| Task item |
Output the run of lines that opens with the first line of the material below and closes with the line containing "position:relative; width:1552px; height:2253px;", both included, and drop the pictures.
--------
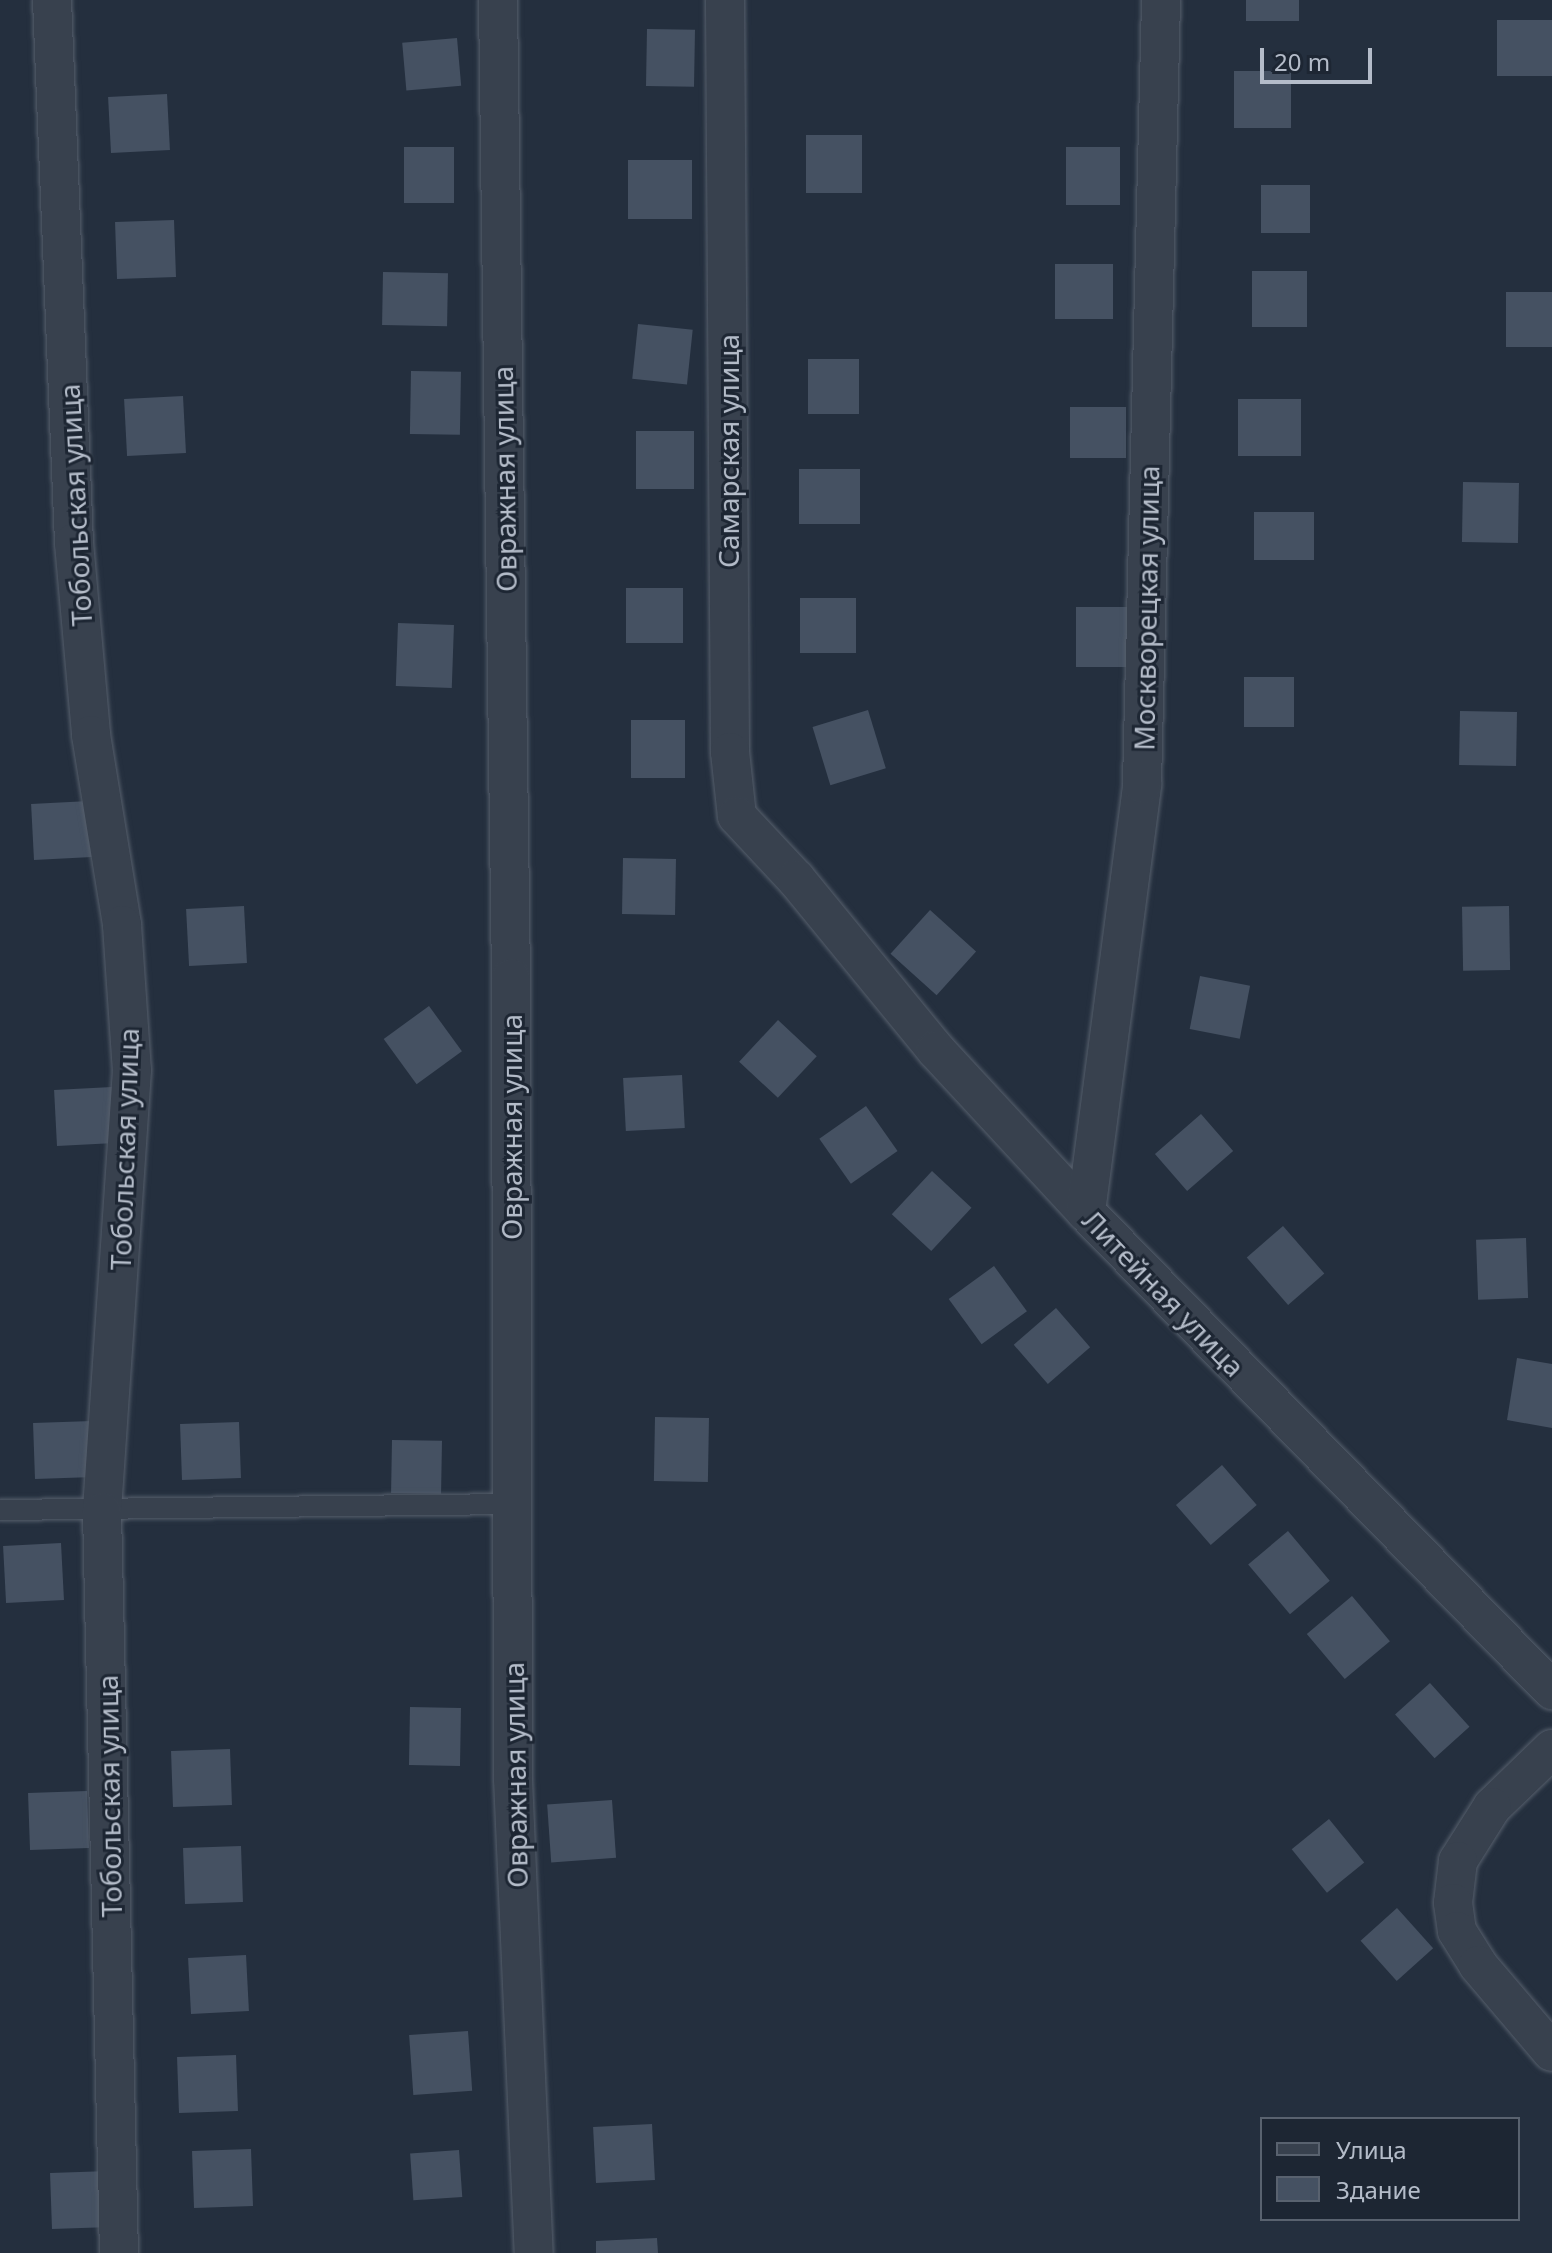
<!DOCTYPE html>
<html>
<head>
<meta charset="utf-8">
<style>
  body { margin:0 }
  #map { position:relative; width:1552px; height:2253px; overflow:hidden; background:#242f3e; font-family:"Noto Sans",sans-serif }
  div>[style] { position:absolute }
  .building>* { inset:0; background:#455162; transform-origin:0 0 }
  .roads { filter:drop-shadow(0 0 2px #565f6c) drop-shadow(0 0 2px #565f6c) }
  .lane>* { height:20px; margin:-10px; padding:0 10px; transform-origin:10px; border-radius:10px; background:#38414e }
  .street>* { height:38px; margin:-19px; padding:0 19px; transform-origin:19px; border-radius:19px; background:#38414e }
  span { translate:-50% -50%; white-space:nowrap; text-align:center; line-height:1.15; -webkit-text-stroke:6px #1d2633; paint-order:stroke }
  .street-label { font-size:28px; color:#b4bcc9 }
  .legend { position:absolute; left:1260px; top:2117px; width:260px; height:104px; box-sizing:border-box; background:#1d2633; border:2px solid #59626f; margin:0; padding:10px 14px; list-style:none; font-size:24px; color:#b4bcc9 }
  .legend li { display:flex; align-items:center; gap:16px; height:40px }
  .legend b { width:40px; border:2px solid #59626f }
  .scale { position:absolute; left:1260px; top:48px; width:112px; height:36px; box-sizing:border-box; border:4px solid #b4bcc9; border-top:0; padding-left:10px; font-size:24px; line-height:28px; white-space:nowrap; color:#b4bcc9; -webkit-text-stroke:6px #1d2633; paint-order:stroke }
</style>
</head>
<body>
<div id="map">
  <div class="building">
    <div style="left:1246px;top:0;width:53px;height:21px"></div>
    <div style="left:1497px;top:20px;width:55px;height:56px"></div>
    <div style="left:647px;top:29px;width:48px;height:57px;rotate:1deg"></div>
    <div style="left:457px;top:38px;width:48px;height:55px;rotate:85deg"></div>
    <div style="left:1234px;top:71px;width:57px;height:57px"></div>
    <div style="left:167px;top:94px;width:56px;height:59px;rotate:87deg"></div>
    <div style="left:862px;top:135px;width:58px;height:56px;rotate:90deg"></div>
    <div style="left:404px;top:147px;width:50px;height:56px"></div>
    <div style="left:1066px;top:147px;width:54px;height:58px"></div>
    <div style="left:628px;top:160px;width:64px;height:59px"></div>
    <div style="left:1261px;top:185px;width:49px;height:48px"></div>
    <div style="left:174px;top:220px;width:57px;height:59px;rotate:88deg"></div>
    <div style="left:1055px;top:264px;width:58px;height:55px"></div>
    <div style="left:1252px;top:271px;width:55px;height:56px"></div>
    <div style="left:383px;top:272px;width:65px;height:53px;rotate:1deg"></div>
    <div style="left:1506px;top:292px;width:46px;height:55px"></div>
    <div style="left:638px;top:324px;width:55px;height:55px;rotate:6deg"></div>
    <div style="left:808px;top:359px;width:51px;height:55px"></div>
    <div style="left:411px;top:371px;width:50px;height:63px;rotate:1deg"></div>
    <div style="left:183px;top:396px;width:57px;height:59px;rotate:87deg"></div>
    <div style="left:1238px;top:399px;width:63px;height:57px"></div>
    <div style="left:1070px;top:407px;width:56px;height:51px"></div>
    <div style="left:636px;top:431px;width:58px;height:58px"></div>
    <div style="left:799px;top:469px;width:61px;height:55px"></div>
    <div style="left:1463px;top:482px;width:56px;height:60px;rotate:1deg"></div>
    <div style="left:1254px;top:512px;width:60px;height:48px"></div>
    <div style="left:626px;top:588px;width:57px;height:55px"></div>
    <div style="left:800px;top:598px;width:56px;height:55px"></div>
    <div style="left:1076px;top:607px;width:52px;height:60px"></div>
    <div style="left:398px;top:623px;width:56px;height:63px;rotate:2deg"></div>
    <div style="left:1244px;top:677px;width:50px;height:50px"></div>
    <div style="left:868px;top:710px;width:61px;height:58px;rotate:73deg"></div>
    <div style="left:1460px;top:711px;width:57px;height:54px;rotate:1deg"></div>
    <div style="left:631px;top:720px;width:54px;height:58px"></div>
    <div style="left:89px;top:801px;width:56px;height:58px;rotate:87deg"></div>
    <div style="left:623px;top:858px;width:53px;height:56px;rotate:1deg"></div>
    <div style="left:244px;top:906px;width:57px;height:58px;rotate:87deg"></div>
    <div style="left:1509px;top:906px;width:64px;height:47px;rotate:89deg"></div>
    <div style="left:930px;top:910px;width:62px;height:59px;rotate:42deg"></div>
    <div style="left:1200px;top:976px;width:51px;height:54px;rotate:11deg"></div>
    <div style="left:429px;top:1006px;width:56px;height:56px;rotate:54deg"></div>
    <div style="left:778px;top:1020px;width:53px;height:57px;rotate:43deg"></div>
    <div style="left:682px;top:1075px;width:53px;height:59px;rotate:87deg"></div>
    <div style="left:112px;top:1087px;width:56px;height:58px;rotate:87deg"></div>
    <div style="left:866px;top:1106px;width:55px;height:57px;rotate:55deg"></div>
    <div style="left:1201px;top:1114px;width:49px;height:61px;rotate:49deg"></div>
    <div style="left:932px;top:1171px;width:54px;height:59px;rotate:43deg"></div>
    <div style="left:1283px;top:1226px;width:63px;height:48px;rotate:49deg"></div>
    <div style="left:1526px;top:1238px;width:60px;height:50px;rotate:88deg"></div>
    <div style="left:994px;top:1266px;width:56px;height:56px;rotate:54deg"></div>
    <div style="left:1056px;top:1308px;width:52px;height:56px;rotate:49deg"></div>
    <div style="clip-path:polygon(1517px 1358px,1552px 1364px,1552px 1428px,1507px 1420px)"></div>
    <div style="left:655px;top:1417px;width:54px;height:64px;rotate:1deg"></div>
    <div style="left:92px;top:1421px;width:56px;height:59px;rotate:88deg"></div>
    <div style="left:239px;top:1422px;width:56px;height:59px;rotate:88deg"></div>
    <div style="left:392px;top:1440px;width:50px;height:53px;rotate:1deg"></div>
    <div style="left:1222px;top:1465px;width:53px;height:61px;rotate:49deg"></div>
    <div style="left:1288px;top:1531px;width:65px;height:52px;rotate:50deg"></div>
    <div style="left:61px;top:1543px;width:57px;height:58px;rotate:87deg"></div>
    <div style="left:1352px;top:1596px;width:59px;height:59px;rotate:50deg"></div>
    <div style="left:1430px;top:1683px;width:59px;height:47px;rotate:48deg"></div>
    <div style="left:410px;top:1707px;width:51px;height:58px;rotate:1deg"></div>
    <div style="left:230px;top:1749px;width:56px;height:59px;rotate:88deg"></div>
    <div style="left:87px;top:1791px;width:57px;height:59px;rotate:88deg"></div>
    <div style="left:612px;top:1800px;width:58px;height:65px;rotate:86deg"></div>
    <div style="left:1329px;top:1819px;width:56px;height:48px;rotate:51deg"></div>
    <div style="left:241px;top:1846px;width:56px;height:58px;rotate:88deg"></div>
    <div style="left:1397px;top:1908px;width:54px;height:49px;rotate:48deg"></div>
    <div style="left:246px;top:1955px;width:56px;height:58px;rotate:87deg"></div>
    <div style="left:468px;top:2031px;width:60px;height:59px;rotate:86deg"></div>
    <div style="left:236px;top:2055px;width:56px;height:59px;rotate:88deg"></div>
    <div style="left:652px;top:2124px;width:56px;height:59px;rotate:87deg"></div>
    <div style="left:251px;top:2149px;width:57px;height:59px;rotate:88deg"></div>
    <div style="left:459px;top:2150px;width:47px;height:49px;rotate:86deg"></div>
    <div style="left:109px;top:2171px;width:56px;height:59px;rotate:88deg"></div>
    <div style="clip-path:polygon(657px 2238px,658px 2253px,596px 2253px,596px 2241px)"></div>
  </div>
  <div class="roads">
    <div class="lane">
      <div style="left:0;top:1510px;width:511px;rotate:-0.67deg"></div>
    </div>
    <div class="street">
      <div style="left:52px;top:0;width:543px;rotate:87.68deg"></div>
      <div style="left:74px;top:543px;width:193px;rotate:84.9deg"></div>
      <div style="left:91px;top:735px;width:193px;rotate:80.7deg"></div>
      <div style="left:122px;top:925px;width:145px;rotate:86.1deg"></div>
      <div style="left:132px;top:1070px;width:443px;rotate:93.9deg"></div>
      <div style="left:102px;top:1512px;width:741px;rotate:88.69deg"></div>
      <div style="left:498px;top:0;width:978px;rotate:89.24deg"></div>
      <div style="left:511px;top:978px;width:801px;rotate:89.86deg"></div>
      <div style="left:513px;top:1779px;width:474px;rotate:87.5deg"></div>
      <div style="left:725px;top:0;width:752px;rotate:89.62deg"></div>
      <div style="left:730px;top:752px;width:64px;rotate:83.8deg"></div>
      <div style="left:737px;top:816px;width:86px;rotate:46.9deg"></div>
      <div style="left:796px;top:879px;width:221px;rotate:50.7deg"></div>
      <div style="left:936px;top:1050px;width:221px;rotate:47.2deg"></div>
      <div style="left:1086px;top:1212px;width:668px;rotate:45.73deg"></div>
      <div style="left:1086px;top:1212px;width:432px;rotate:-82.5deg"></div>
      <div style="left:1142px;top:784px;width:784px;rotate:-88.61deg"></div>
      <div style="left:1552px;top:1749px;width:83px;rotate:136deg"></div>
      <div style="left:1492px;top:1807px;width:64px;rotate:122.2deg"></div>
      <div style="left:1458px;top:1861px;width:42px;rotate:96.8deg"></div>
      <div style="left:1453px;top:1903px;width:28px;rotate:82deg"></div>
      <div style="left:1457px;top:1931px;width:40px;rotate:58deg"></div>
      <div style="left:1478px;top:1965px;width:114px;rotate:49.6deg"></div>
    </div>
  </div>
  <div class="street-label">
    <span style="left:728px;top:451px;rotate:-90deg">Самарская улица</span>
    <span style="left:504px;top:479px;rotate:-91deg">Овражная улица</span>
    <span style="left:75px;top:505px;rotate:-93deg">Тобольская улица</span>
    <span style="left:1146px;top:608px;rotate:-89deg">Москворецкая улица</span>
    <span style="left:511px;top:1127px;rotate:-90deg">Овражная улица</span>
    <span style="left:124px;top:1149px;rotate:-88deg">Тобольская улица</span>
    <span style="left:1164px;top:1293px;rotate:46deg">Литейная улица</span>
    <span style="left:515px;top:1775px;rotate:-91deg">Овражная улица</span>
    <span style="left:109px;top:1796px;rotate:-91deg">Тобольская улица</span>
  </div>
  <ul class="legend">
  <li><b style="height:10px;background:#38414e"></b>Улица</li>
  <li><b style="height:22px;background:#455162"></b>Здание</li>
  </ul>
  <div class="scale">20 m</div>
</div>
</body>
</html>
--------
| Written answer |
<!DOCTYPE html>
<html>
<head>
<meta charset="utf-8">
<style>
  body { margin:0 }
  #map { position:relative; width:1552px; height:2253px; overflow:hidden; background:#242f3e; font-family:"Noto Sans",sans-serif }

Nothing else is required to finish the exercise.